The compute cost of running LLMs at LinkedIn's scale
With a revitalized data pipeline and feed, LinkedIn faced another problem: GPU cost.
LinkedIn invested heavily in new training infrastructure to reduce how much it leans on GPUs. The biggest architectural shift was disaggregating CPU-bound feature processing from GPU-heavy model inference — keeping each type of compute doing what it's suited for rather than bottlenecking on GPU availability. The team also wrote custom C++ data loaders to cut the overhead that Python multiprocessing was adding, and built a custom Flash Attention variant to optimize attention computation during inference. Checkpointing was parallelized rather than serialized, which helped squeeze more out of available GPU memory.

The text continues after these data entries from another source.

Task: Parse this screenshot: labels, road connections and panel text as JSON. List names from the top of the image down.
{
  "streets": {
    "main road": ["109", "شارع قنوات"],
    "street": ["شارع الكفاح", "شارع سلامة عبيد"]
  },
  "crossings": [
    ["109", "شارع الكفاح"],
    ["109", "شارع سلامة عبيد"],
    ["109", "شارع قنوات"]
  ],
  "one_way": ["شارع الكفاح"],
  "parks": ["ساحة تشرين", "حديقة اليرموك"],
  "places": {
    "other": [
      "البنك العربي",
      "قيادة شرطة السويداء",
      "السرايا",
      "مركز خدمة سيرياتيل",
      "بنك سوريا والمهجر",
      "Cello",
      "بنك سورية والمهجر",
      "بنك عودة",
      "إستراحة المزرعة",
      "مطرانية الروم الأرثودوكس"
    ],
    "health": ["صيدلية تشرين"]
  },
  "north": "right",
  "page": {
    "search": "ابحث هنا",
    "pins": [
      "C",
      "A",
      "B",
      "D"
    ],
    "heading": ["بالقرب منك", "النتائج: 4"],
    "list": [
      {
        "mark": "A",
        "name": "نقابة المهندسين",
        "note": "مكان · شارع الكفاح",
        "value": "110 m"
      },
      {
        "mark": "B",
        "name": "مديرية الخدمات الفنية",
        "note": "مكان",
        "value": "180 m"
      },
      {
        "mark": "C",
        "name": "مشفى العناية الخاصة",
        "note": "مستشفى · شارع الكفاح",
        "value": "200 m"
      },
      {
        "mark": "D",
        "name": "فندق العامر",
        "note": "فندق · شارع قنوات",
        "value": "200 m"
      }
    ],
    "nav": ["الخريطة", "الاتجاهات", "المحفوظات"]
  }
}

“One of the things we had to engineer for was that we needed to use a lot more GPUs than we’d like to,” Jurka said. “Being very deliberate about how you coordinate between CPU and GPU workloads because the nice thing about these kinds of LLMs and prompt context that we use to generate embeddings is you can dynamically scale them.”

For engineers building recommendation or retrieval systems, LinkedIn's redesign offers a concrete case study in what replacing fragmented pipelines with a unified embedding model actually requires: rethinking how numerical signals are represented in prompts, separating CPU and GPU workloads deliberately, and building ranking models that treat user history as a sequence rather than a set of independent events. The lesson isn't that LLMs solve feed problems — it's that deploying them at scale forces you to solve a different class of problems than the ones you started with.